Copy out each record below, exactly as given.
┌──
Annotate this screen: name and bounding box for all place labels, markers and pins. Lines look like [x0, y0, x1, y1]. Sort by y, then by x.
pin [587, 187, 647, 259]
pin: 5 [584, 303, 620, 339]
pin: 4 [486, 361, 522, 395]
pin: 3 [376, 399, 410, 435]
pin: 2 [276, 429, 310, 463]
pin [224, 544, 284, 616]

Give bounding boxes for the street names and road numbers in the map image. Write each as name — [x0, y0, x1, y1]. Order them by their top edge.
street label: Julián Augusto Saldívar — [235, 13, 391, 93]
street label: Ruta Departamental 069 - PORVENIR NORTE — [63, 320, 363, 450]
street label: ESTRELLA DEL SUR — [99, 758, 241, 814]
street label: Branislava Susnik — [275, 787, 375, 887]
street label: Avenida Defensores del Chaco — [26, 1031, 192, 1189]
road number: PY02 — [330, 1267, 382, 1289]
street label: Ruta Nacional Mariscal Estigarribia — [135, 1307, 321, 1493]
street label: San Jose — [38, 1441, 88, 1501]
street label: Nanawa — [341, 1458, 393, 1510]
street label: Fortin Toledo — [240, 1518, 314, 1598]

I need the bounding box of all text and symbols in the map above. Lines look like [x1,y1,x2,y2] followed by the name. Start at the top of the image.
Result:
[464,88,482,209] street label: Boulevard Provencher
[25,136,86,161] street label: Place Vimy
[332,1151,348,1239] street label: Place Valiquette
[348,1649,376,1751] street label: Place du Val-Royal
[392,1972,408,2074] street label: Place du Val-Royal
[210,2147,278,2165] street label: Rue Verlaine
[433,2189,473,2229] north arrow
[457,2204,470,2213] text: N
└──
- Answer space -
Annotate this screen: name and bounding box for all place labels, markers and pins. Lines look like [x0, y0, x1, y1]. Sort by y, then by x.
pin [587, 187, 647, 259]
pin: 5 [584, 303, 620, 339]
pin: 4 [486, 361, 522, 395]
pin: 3 [376, 399, 410, 435]
pin: 2 [276, 429, 310, 463]
pin [224, 544, 284, 616]

Give bounding boxes for the street names and road numbers in the map image. Write each as name — [x0, y0, x1, y1]. Order them by their top edge.
street label: Julián Augusto Saldívar — [235, 13, 391, 93]
street label: Ruta Departamental 069 - PORVENIR NORTE — [63, 320, 363, 450]
street label: ESTRELLA DEL SUR — [99, 758, 241, 814]
street label: Branislava Susnik — [275, 787, 375, 887]
street label: Avenida Defensores del Chaco — [26, 1031, 192, 1189]
road number: PY02 — [330, 1267, 382, 1289]
street label: Ruta Nacional Mariscal Estigarribia — [135, 1307, 321, 1493]
street label: San Jose — [38, 1441, 88, 1501]
street label: Nanawa — [341, 1458, 393, 1510]
street label: Fortin Toledo — [240, 1518, 314, 1598]

I need the bounding box of all text and symbols in the map above. Lines look like [x1,y1,x2,y2] followed by the name. Start at the top of the image.
Result:
[464,88,482,209] street label: Boulevard Provencher
[25,136,86,161] street label: Place Vimy
[332,1151,348,1239] street label: Place Valiquette
[348,1649,376,1751] street label: Place du Val-Royal
[392,1972,408,2074] street label: Place du Val-Royal
[210,2147,278,2165] street label: Rue Verlaine
[433,2189,473,2229] north arrow
[457,2204,470,2213] text: N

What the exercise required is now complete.